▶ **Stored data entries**
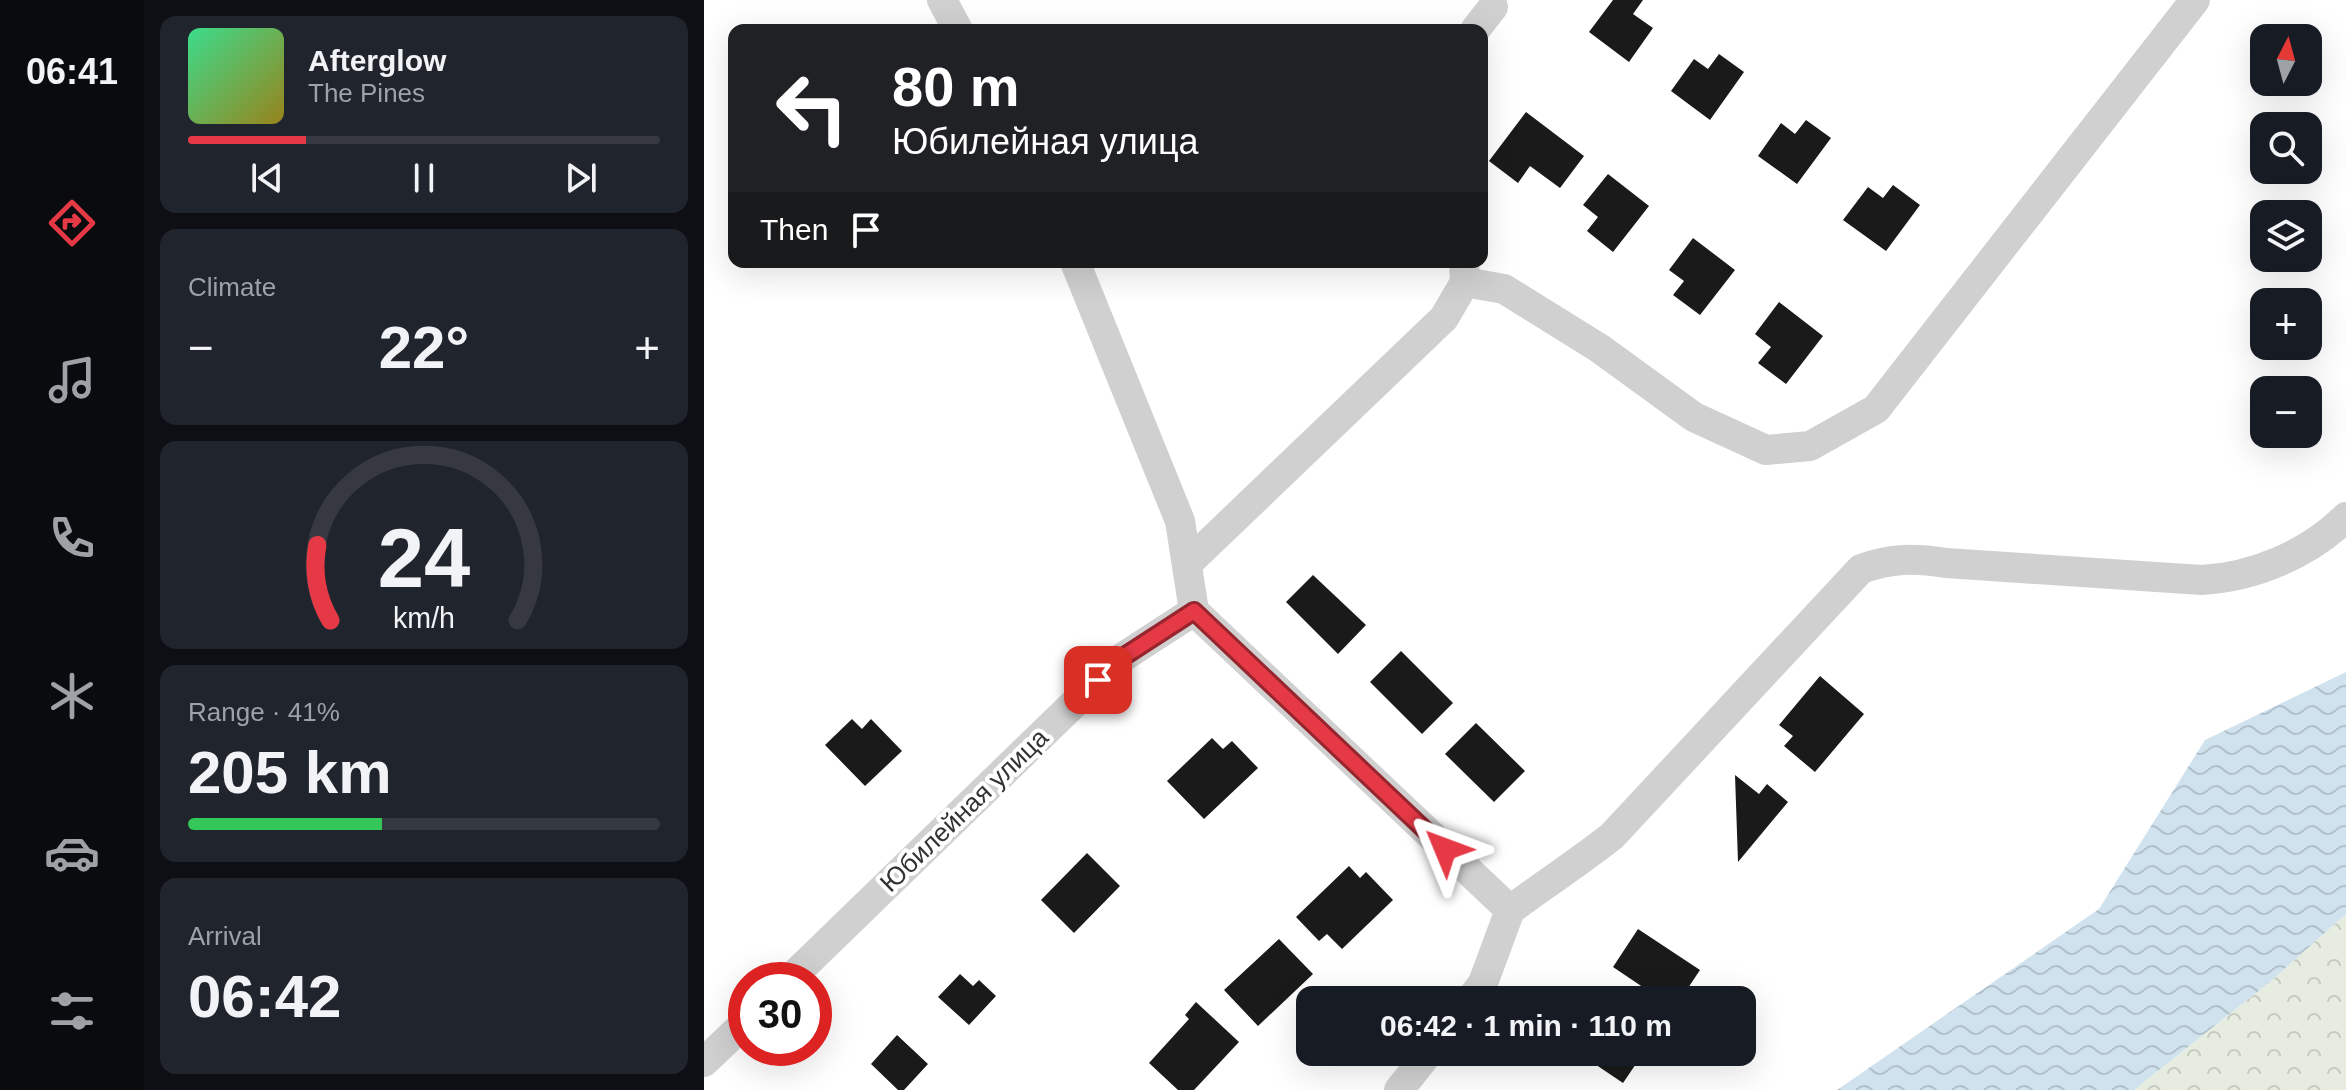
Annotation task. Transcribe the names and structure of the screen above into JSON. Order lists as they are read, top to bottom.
{
  "streets": {
    "street": ["Юбилейная улица"]
  },
  "north": "top",
  "page": {
    "tabs": "06:41",
    "map_buttons": ["+", "−"],
    "turn": ["80 m", "Юбилейная улица"],
    "song": ["Afterglow", "The Pines"],
    "then": "Then",
    "tile": [
      "Climate",
      ["Range · 41%", "205 km"],
      ["Arrival", "06:42"]
    ],
    "heat": ["−", "22°", "+"],
    "limit": "30",
    "trip": "06:42 · 1 min · 110 m",
    "gauge": ["24", "km/h"]
  }
}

▶ **Problem to solve**
The records above need to be reproduced exactly, with all images omitted.

▶ **Written answer**
Annotation task. Transcribe the names and structure of the screen above into JSON. Order lists as they are read, top to bottom.
{
  "streets": {
    "street": ["Юбилейная улица"]
  },
  "north": "top",
  "page": {
    "tabs": "06:41",
    "map_buttons": ["+", "−"],
    "turn": ["80 m", "Юбилейная улица"],
    "song": ["Afterglow", "The Pines"],
    "then": "Then",
    "tile": [
      "Climate",
      ["Range · 41%", "205 km"],
      ["Arrival", "06:42"]
    ],
    "heat": ["−", "22°", "+"],
    "limit": "30",
    "trip": "06:42 · 1 min · 110 m",
    "gauge": ["24", "km/h"]
  }
}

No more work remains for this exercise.